Regional editors voice support for publishers' rival Royal Charter for regulation of the press

Regional editors have voiced their support for a revised Royal Charter for the regulation of the press put forward by their trade body the Newspaper Society last week.

The new Royal Charter will now go to the Privy Council for consideration on 15 May along with the Royal Charter agreed by Parliament in March.

The NS plan also has the backing of magazine industry trade body the PPA, the Scottish Newspaper Society and most of the major national newspaper publishers: Trinity Mirror, News International, Associated Newsapapers and Express Newspapers.

Regional newspaper publishers have been concerned about the libel disputes arbitration arm proposed in Parliament's press regulation plan, which some fear could lead to an increase in libel payouts.

Under the press plan, the arbitration arm is optional, with a pilot scheme proposed “to test the fairness, effectiveness and sustainability of the arbitral process”.
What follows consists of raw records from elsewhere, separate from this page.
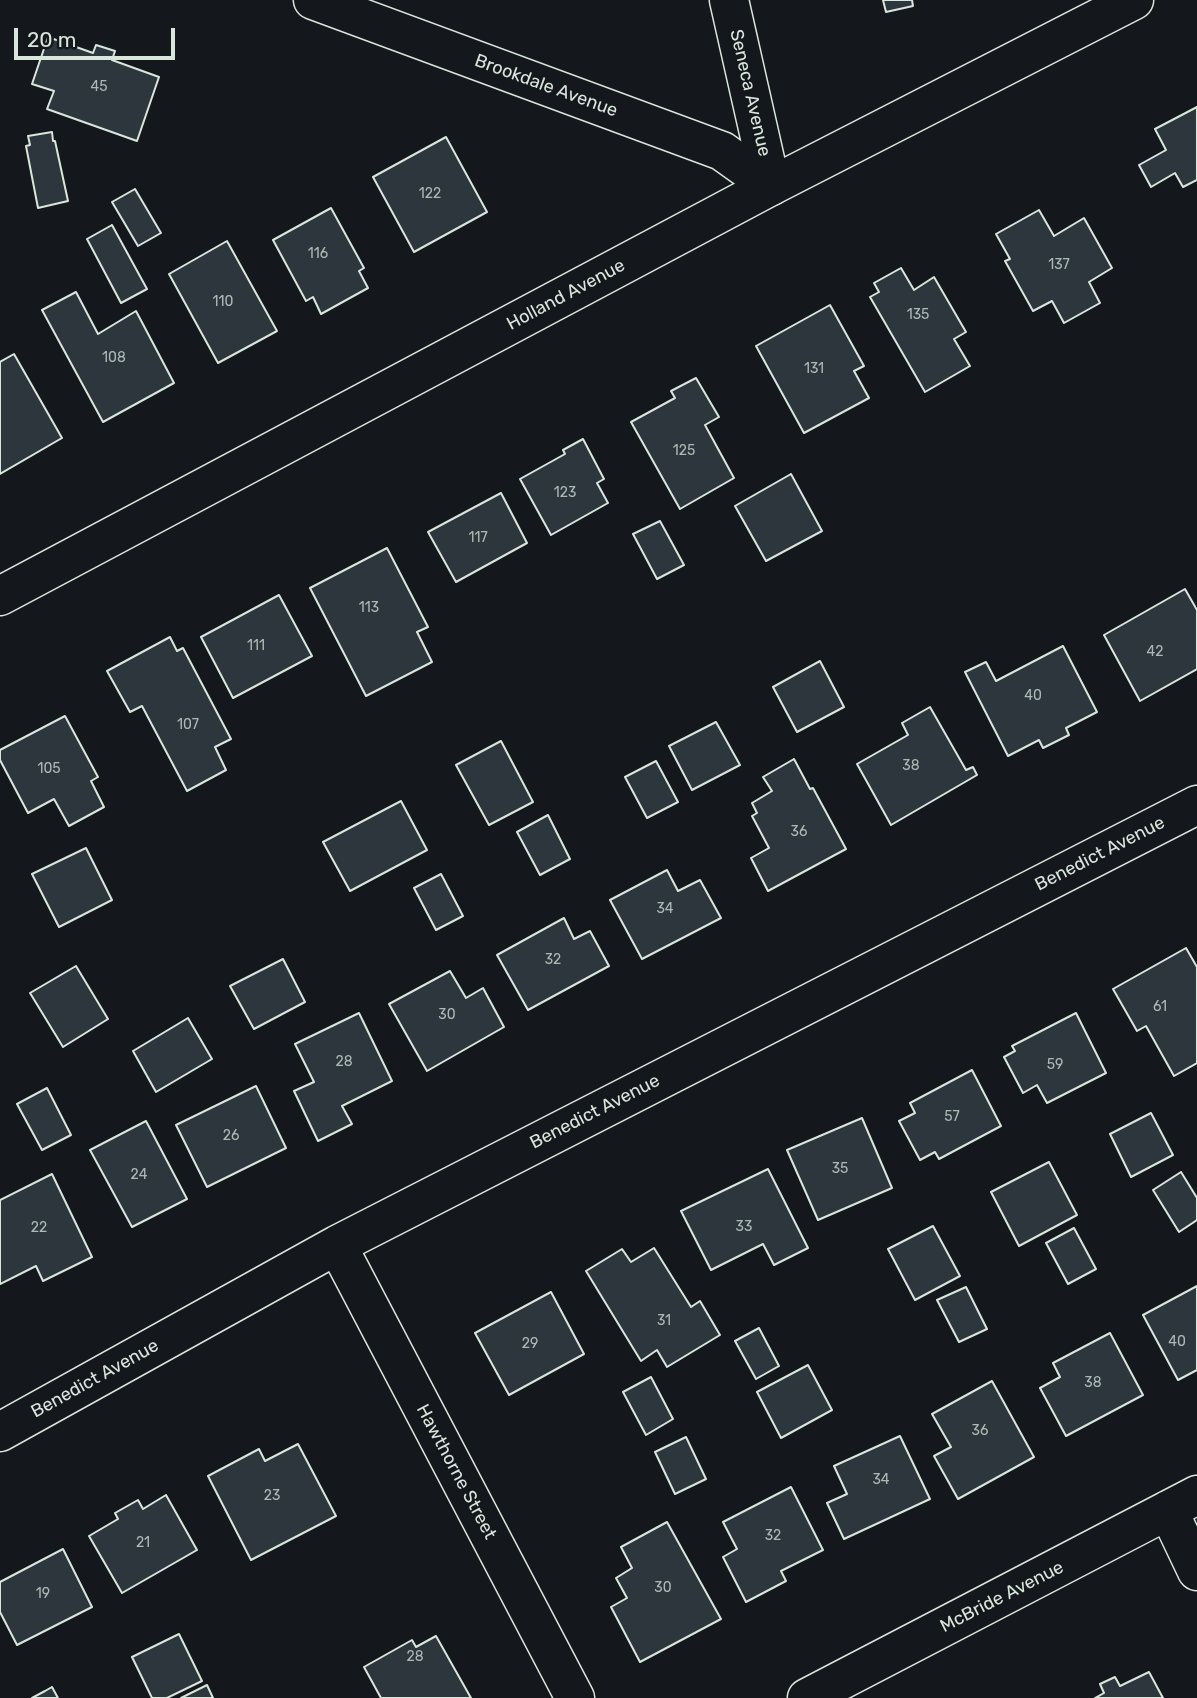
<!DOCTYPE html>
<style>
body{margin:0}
#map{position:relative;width:1197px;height:1698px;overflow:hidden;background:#14181c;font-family:Rubik,sans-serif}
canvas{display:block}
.scale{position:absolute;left:14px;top:28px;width:161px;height:32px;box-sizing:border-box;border:4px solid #d8e6dc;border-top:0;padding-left:9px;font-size:21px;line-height:24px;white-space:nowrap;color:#d8e6dc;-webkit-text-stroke:5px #14181c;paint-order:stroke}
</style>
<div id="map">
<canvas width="1197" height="1698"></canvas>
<div class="scale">20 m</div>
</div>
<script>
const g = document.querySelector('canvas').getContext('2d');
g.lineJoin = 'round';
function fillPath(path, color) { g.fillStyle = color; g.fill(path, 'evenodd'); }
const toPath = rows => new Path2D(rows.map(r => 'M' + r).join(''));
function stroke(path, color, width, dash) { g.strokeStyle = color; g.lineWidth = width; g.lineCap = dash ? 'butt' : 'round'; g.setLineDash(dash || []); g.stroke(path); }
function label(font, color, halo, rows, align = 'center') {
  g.font = font + ' Rubik,sans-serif'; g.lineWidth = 5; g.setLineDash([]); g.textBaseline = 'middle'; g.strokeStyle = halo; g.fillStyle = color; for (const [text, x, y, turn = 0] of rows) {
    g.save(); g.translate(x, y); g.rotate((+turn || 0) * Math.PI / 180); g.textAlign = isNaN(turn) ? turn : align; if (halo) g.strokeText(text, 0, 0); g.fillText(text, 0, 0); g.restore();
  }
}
const building = toPath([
 [883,0,912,0,913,6,886,12,883,0],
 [48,37,93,53,96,45,115,51,112,60,159,77,137,141,47,109,54,91,32,84,48,37],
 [1197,107,1197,180,1183,187,1175,173,1151,187,1139,165,1166,150,1155,129,1197,107],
 [52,132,53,141,55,141,68,201,38,208,26,146,30,145,28,136,52,132],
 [446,137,487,212,414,252,373,177,446,137],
 [135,189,161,233,138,246,112,202,135,189],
 [331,208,364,268,359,271,368,288,321,314,313,297,306,301,273,240,331,208],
 [1039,210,1054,236,1084,218,1112,268,1089,282,1100,303,1064,323,1052,301,1033,311,1005,261,1010,259,996,234,1039,210],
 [112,225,147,289,121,303,87,239,112,225],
 [227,241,277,331,218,363,169,274,227,241],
 [901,268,914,290,934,277,966,332,954,339,970,366,925,392,870,297,879,292,874,283,901,268],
 [76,292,98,334,136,311,174,383,103,422,42,310,76,292],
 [830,305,864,366,854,371,869,398,804,433,756,346,830,305],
 [14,354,62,438,0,474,0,362,14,354],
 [696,378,719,417,705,425,734,478,680,509,631,422,675,398,671,391,696,378],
 [583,439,604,479,597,483,608,503,551,535,520,479,565,454,563,450,583,439],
 [791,474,822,531,766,561,735,506,791,474],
 [501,493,527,543,456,582,428,532,501,493],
 [660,521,684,565,657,579,633,534,660,521],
 [387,548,428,627,417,632,432,662,366,696,310,588,387,548],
 [1185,589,1197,610,1197,669,1140,701,1104,635,1185,589],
 [279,595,312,656,233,698,201,637,279,595],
 [170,637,177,651,183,648,231,739,215,747,226,770,187,791,142,706,130,712,107,671,170,637],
 [1063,646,1097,712,1066,728,1069,735,1043,748,1039,740,1008,756,965,672,986,662,996,681,1063,646],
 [820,661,844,707,797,732,773,687,820,661],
 [930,707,966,770,973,767,977,775,891,825,857,764,908,735,902,723,930,707],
 [65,716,98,777,91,781,104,807,69,826,54,799,28,813,0,760,0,750,65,716],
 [716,722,740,765,692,790,669,746,716,722],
 [501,741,533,802,489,825,456,765,501,741],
 [794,759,810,789,813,788,846,849,768,891,751,858,769,848,752,816,757,813,752,803,772,791,763,777,794,759],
 [656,761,678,802,647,818,625,777,656,761],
 [401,801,427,850,350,891,323,842,401,801],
 [548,815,570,859,540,875,517,832,548,815],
 [86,848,112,900,59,927,32,874,86,848],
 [667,870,678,891,700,880,721,918,642,959,610,900,667,870],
 [441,874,463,916,436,930,414,888,441,874],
 [564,918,574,939,590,931,609,966,528,1010,497,955,564,918],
 [1186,948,1197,967,1197,1063,1174,1076,1146,1026,1137,1031,1113,989,1186,948],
 [283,959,305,1002,254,1029,230,986,283,959],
 [76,966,108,1019,63,1047,30,993,76,966],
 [450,971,466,998,483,988,504,1027,427,1071,389,1004,450,971],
 [359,1013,392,1081,342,1106,352,1124,318,1141,294,1091,314,1082,295,1044,359,1013],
 [1076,1013,1106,1073,1047,1103,1037,1085,1023,1093,1004,1057,1015,1051,1012,1046,1076,1013],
 [188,1018,212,1059,156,1092,133,1051,188,1018],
 [972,1070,1001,1126,939,1159,935,1152,920,1160,899,1121,915,1113,910,1103,972,1070],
 [256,1086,286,1148,207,1187,176,1125,256,1086],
 [47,1088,71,1135,42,1150,17,1104,47,1088],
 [1151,1113,1173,1155,1131,1177,1110,1134,1151,1113],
 [862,1118,892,1188,818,1220,787,1150,862,1118],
 [146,1121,187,1199,132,1227,90,1150,146,1121],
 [1049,1162,1077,1215,1019,1246,991,1192,1049,1162],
 [768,1169,808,1248,774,1265,763,1244,711,1270,681,1211,768,1169],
 [1181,1172,1197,1198,1197,1220,1179,1232,1153,1190,1181,1172],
 [52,1174,92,1257,43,1281,36,1266,0,1284,0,1200,52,1174],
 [933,1226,960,1276,915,1300,888,1249,933,1226],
 [1074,1228,1096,1269,1068,1284,1046,1243,1074,1228],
 [654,1248,691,1307,700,1301,720,1335,667,1367,657,1350,641,1361,586,1271,622,1249,631,1262,654,1248],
 [1197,1286,1197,1370,1178,1380,1143,1315,1197,1286],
 [966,1287,987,1329,959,1342,937,1300,966,1287],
 [551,1292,584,1354,509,1395,475,1333,551,1292],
 [759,1328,779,1366,756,1379,735,1341,759,1328],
 [1110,1333,1143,1395,1066,1436,1040,1388,1060,1377,1053,1363,1110,1333],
 [808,1365,832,1410,781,1438,757,1392,808,1365],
 [651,1377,673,1419,646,1435,623,1392,651,1377],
 [992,1381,1034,1457,958,1499,934,1456,951,1447,932,1414,992,1381],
 [900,1436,930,1499,844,1539,827,1503,847,1494,834,1466,900,1436],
 [686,1437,706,1479,675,1494,655,1452,686,1437],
 [298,1444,336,1516,251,1560,208,1476,259,1449,265,1461,298,1444],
 [791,1487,823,1550,781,1571,786,1581,746,1602,723,1557,737,1549,723,1522,791,1487],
 [166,1495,197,1550,122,1593,89,1536,118,1519,115,1513,138,1500,143,1509,166,1495],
 [667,1522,721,1619,640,1662,611,1607,627,1598,616,1578,632,1568,621,1547,667,1522],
 [63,1549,92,1607,17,1645,0,1612,0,1582,63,1549],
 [179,1634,202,1681,167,1698,152,1698,132,1657,179,1634],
 [436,1636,471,1698,381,1698,364,1667,412,1640,416,1647,436,1636],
 [1149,1672,1163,1698,1095,1698,1104,1693,1100,1684,1115,1677,1120,1686,1149,1672],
 [207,1685,213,1698,181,1698,207,1685],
 [52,1687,58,1698,32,1698,45,1691,52,1687]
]);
const street = toPath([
 [313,0,722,151,771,186],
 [729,0,771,186],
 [337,1245,575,1698],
 [0,1432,337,1245,1197,805],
 [1168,1510,1197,1571],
 [807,1698,1197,1495]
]);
const secondary = toPath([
 [0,596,771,186,1134,0]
]);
const numberNames = [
 ["45",99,87],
 ["122",430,194],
 ["116",318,254],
 ["137",1059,265],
 ["110",223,302],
 ["135",918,315],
 ["108",114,358],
 ["131",814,369],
 ["125",684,451],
 ["123",565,493],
 ["117",478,538],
 ["113",369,608],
 ["111",256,646],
 ["42",1155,652],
 ["40",1033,696],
 ["107",188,725],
 ["38",911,766],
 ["105",49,769],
 ["36",799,832],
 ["34",665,909],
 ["32",553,960],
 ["61",1160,1007],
 ["30",447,1015],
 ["28",344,1062],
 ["59",1055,1065],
 ["57",952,1117],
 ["26",231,1136],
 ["35",840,1169],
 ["24",139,1175],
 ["33",744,1227],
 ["22",39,1228],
 ["31",664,1321],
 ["40",1177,1342],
 ["29",530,1344],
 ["38",1093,1383],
 ["36",980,1431],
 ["34",881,1480],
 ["23",272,1496],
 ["32",773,1536],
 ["21",143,1543],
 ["30",663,1588],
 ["19",43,1594],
 ["28",415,1657]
];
const streetNames = [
 ["Brookdale Avenue",546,86,20],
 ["Seneca Avenue",750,93,77],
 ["Holland Avenue",566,295,-28],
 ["Benedict Avenue",1100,854,-27],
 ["Benedict Avenue",595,1112,-27],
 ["Benedict Avenue",95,1379,-29],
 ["Hawthorne Street",456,1472,62],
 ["McBride Avenue",1002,1597,-27]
];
fillPath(building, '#2c363c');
stroke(building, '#d8e6dc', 2);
stroke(street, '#d8e6dc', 41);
stroke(secondary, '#d8e6dc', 41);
stroke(street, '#14181c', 38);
stroke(secondary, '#14181c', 38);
label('14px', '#adbab4', null, numberNames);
label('18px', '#d8e6dc', '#14181c', streetNames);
</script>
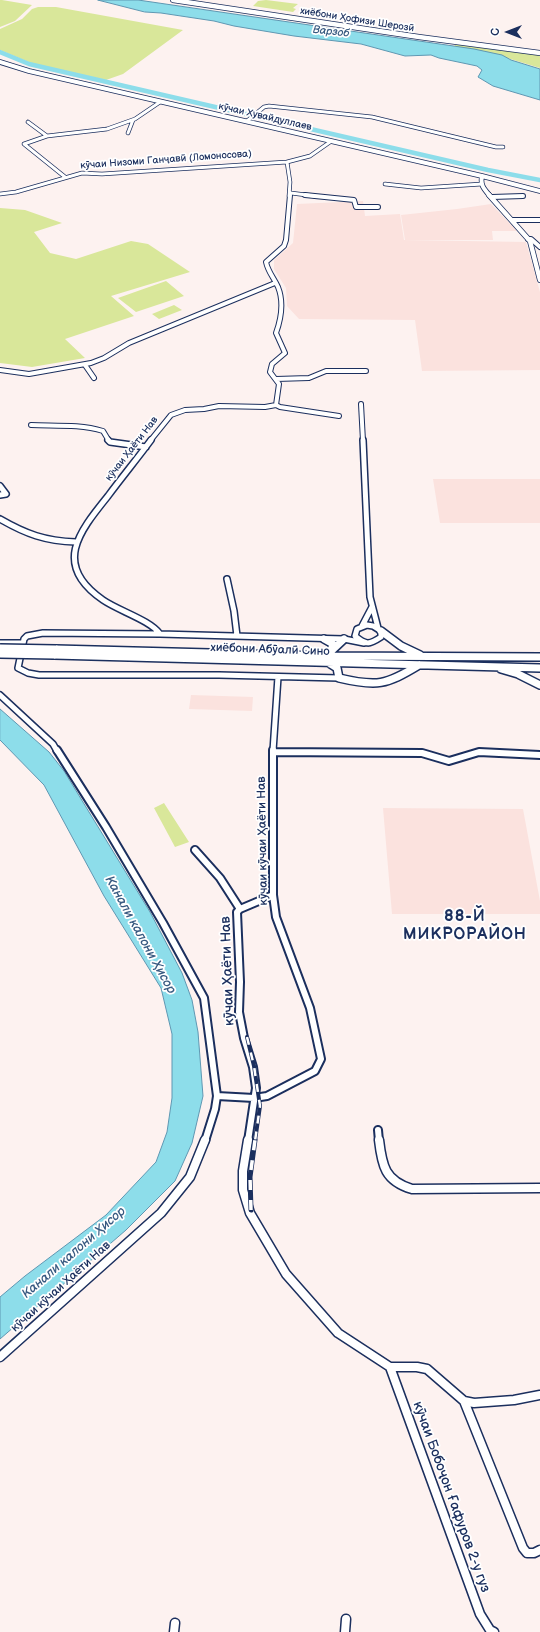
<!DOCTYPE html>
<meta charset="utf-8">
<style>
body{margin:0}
#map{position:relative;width:540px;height:1632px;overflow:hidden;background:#fdf2f0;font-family:"Balsamiq Sans",sans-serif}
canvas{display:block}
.north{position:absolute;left:488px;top:12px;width:40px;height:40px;-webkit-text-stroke:3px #fff;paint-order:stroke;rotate:270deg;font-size:11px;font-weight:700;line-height:16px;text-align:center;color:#1b2f5e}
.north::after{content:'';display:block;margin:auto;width:14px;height:18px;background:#1b2f5e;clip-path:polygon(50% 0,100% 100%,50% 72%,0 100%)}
</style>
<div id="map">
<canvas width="540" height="1632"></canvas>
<div class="north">С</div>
</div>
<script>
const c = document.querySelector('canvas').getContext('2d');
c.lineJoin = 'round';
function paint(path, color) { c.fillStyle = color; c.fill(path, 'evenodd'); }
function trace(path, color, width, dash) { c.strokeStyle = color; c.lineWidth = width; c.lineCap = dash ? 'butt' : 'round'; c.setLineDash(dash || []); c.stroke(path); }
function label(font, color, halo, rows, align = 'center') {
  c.font = font + ' "Balsamiq Sans",sans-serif'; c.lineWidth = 3.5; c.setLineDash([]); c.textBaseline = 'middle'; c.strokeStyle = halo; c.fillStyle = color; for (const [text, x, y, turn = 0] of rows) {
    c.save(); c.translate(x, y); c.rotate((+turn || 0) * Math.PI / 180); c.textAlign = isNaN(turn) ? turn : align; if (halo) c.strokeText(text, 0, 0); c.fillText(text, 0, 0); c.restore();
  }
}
paint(new Path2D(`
 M363 201 365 216 400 214 404 240 526 242 540 292V370L422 371 415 320 299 319 287 306 286 288 274 269V260L293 243 297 204Z
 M491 204 517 231H492L493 240H405L401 215 457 209Z
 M433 479H540V523H440Z
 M191 695 253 697 252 711 189 709Z
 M383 808 523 809 540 901V914H392Z`), '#fbe2de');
paint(new Path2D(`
 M0 0H2L32 5 15 21 0 27Z
 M266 0 298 4 293 8 296 9 293 12 253 6 258 1Z
 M38 7H56L183 30 123 74 106 80 31 63 0 50V29L22 19 32 9Z
 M456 43 540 54V68L497 55 454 47Z
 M0 208 25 210 62 223 34 232 50 253 76 259 131 241 148 244 190 272 111 296 134 316 65 339 85 358 32 367 0 363Z
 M166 281 184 296 136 312 118 298Z
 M174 305 182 310 159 319 152 314Z
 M164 803 189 842 175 847 154 808Z`), '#d9e79a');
const water = new Path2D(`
 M98 0H138L474 49 502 55 511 60 540 69V100L493 86 478 77 482 70 477 66 439 58 431 55 405 56 361 44 294 36 234 26 214 21 161 13 145 12Z
 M0 709 49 752 64 771 150 912 182 973 192 1000 198 1032 203 1096 192 1143 175 1181 126 1230 0 1339V1297L25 1276 106 1215 156 1162 167 1132 172 1098V1034L161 988 104 896 44 785 0 740Z`);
paint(water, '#8dddea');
trace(water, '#5f97b2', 1);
trace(new Path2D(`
 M0 52 29 64 488 170 540 180`), '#8dddea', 4.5);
const minorFar4 = new Path2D(`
 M247 121 264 107 269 106 372 117 496 147H503
 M28 122 47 136 107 129 135 119 160 102
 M128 133 133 120
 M47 136 24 144 65 177
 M385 184 421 188 482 184
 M291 193 314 196
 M0 194 16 192 82 173 102 174 287 162
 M289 196 290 182 287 162 310 156 330 142`);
const minorFar3 = new Path2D(`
 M305 195 354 200 356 207H378
 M492 197 523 196
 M513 220H540
 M528 239H531L540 247
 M85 365 94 378
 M0 370 29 374 91 363 104 358 129 343 275 283
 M276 379 309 378 326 371H366
 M361 404 363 441
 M276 405 280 407 339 416
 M31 425C55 426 80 424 103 431L109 441
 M150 441 171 415 185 410 204 409 219 406 265 407 276 405 279 384 270 372 272 364 285 353 276 333C281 319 284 302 278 287 274 278 268 272 266 262L284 246 286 240 290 195`);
const minorFar2 = new Path2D(`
 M108 440 110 442 146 447
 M151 440C137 459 122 477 108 496 79 532 52 565 103 600 119 611 150 620 160 634L344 639 364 643
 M363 440 370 597 378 628
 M0 486 6 494 0 495
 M0 519C26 534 45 541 76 542
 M227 579 234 611 237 636
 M367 625 373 626 381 631V637C369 645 366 645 355 636L357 629Z
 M362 626 372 607
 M160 634 43 633 27 636 24 639 18 668 28 673 39 675H219L339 678
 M0 643H22
 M0 695 53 744 57 751
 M273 751 278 677`);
const minorFar1 = new Path2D(`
 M57 750 106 827 163 923 204 998 217 1096
 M273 752 422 753 449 761 479 752 540 755
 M195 850 220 878 240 909
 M378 1130 379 1141
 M205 1141 215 1109 217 1096 254 1098 267 1096 315 1071 321 1059 310 1008 276 917 273 895V750
 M248 1141 256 1088 253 1067 244 1038 239 1012 240 982 237 912 240 909 273 895`);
const minor = new Path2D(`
 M248 1140 243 1171V1190L250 1213 286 1274 338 1333 390 1367
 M379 1140C382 1166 385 1181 412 1189L540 1188
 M0 1357 161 1213 190 1177 205 1140
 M390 1367 480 1614 490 1630 494 1632
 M390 1367H417L427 1369 464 1401 474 1403 514 1400 540 1395
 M464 1401 523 1548 527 1553H534L540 1550
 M174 1632 175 1623
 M345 1632 346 1619`);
const tertiaryFar1 = new Path2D(`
 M0 62 29 71 482 176 540 191
 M482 176C480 185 484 189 490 196`);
const tertiary = new Path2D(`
 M489 195 530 241 540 280`);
const secondaryFar1 = new Path2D(`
 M173 0 419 37 540 53`);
const secondary = new Path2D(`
 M381 631 401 646 420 655
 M324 639 333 644 331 651
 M56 649 326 656 540 657
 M54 655 540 668
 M326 656 344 639
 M329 663 337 668 339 678C377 687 386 685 419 665
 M501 669 518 674 540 685`);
trace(minorFar4, '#1b2f5e', 4.5);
trace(minorFar3, '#1b2f5e', 6);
trace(minorFar2, '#1b2f5e', 8);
trace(minorFar1, '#1b2f5e', 10);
trace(minor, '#1b2f5e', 11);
trace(tertiaryFar1, '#1b2f5e', 5.5);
trace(tertiary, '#1b2f5e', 6);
trace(secondaryFar1, '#1b2f5e', 6);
trace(secondary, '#1b2f5e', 10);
trace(minorFar4, '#fff', 3);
trace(minorFar3, '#fff', 4);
trace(minorFar2, '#fff', 5);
trace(minorFar1, '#fff', 6);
trace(minor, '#fff', 8);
trace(tertiaryFar1, '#fff', 4);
trace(tertiary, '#fff', 4.5);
trace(secondaryFar1, '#fff', 4.5);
trace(secondary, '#fff', 7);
const railFar1 = new Path2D(`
 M247 1037 254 1066 260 1106 255 1141`);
const rail = new Path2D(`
 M251 1210 250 1177 255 1140`);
trace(railFar1, '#1b2f5e', 4);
trace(rail, '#1b2f5e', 5);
trace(railFar1, '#fff', 2.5, [8]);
trace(rail, '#fff', 3.5, [10]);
const secondaryBridge = new Path2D(`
 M0 648 56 649
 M0 654 54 655`);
trace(secondaryBridge, '#1b2f5e', 10, []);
trace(secondaryBridge, '#fff', 7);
label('10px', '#1b2f5e', '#fff', [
 ["хиёбони Ҳофизи Шерозӣ",357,20,9],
 ["кӯчаи Хувайдуллаев",265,117,13],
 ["кӯчаи Низоми Ганҷавӣ (Ломоносова)",166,160,-4],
 ["кӯчаи Ҳаёти Нав",132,449,-52]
]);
label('italic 11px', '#385a81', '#fff', [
 ["Варзоб",331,32,6]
]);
label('12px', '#1b2f5e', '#fff', [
 ["хиёбони Абӯалӣ Сино",270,650,2],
 ["кӯчаи кӯчаи Ҳаёти Нав",263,841,-91],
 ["кӯчаи кӯчаи Ҳаёти Нав",61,1287,-42]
]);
label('italic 13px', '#385a81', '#fff', [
 ["Канали калони Ҳисор",140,935,61],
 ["Канали калони Ҳисор",74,1253,-41]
]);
label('14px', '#1b2f5e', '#fff', [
 ["кӯчаи Ҳаёти Нав",228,971,-92],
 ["кӯчаи Бобоҷон Ғафуров 2-у гуз",451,1497,70]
]);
c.letterSpacing = '1px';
label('bold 16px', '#1b2f5e', '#fff', [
 ["88-Й",465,917],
 ["МИКРОРАЙОН",465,935]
]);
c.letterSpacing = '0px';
</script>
NS president, and chief executive of Archant, Adrian Jeakings (pictured) said: “The proposed system allays the deep concerns of many regional press publishers and editors about the Government's draft Royal Charter and represents a positive and constructive step forward in the process of implementing a tough new system of truly independent self regulation."

And he has been backed by a selection of senior editors in statements coordinated by the NS.

Oxford Mail editor Simon O’Neill said: “I support radical changes to the way Britain’s press is regulated, as I want no part of an industry that hacks phones and convicts innocent people on the front pages. But I will not accept a system that has been steamrollered through by self-interested politicians and pressure groups in the dead of night.

“The implications for press freedom in this country with politicians astride the regulation process hardly bear thinking about. Furthermore, I am disappointed, but not surprised, that despite fine words from MPs of all parties, including the three leaders, the impact this would have on the regional press has been completely ignored, or at best viewed as collateral damage. They clearly believed that if they patted us on the head we’d just go away. They were wrong.

“I want firm, fair and credible press regulation that also preserves freedom of the press in this country for another 300 years or more. That is why I support the Independent Royal Charter. It offers a sensible and effective solution to the current stalemate.”

Liverpool Echo editor Alastair Machray said: “For me this the Independent Royal Charter is an excellent piece of work for three reasons: firstly it breaks what looked like deadlock; secondly it recognises that the regional newspaper industry is in no position to carry the huge financial risks inherent in the cross-party Royal Charter; and finally, crucially because it protects a freedom of the press that has served us brilliantly for 300 years.”

And Easter Daily Press editor Nigel Pickover said: “We believe the proposed system confronts the concerns of many press publishers and editors and is a boost to the process of implementing a tough new system of independent self regulation. It is an Independent Royal Charter which will guarantee Britain remains the home of free speech. It will deliver what Lord Leveson called for.

"Politicians must accept this compromise solution or they will be culpable in threatening not least a regional press which millions of people rely on for news that is clear, truthful and unhindered by the vested interests.”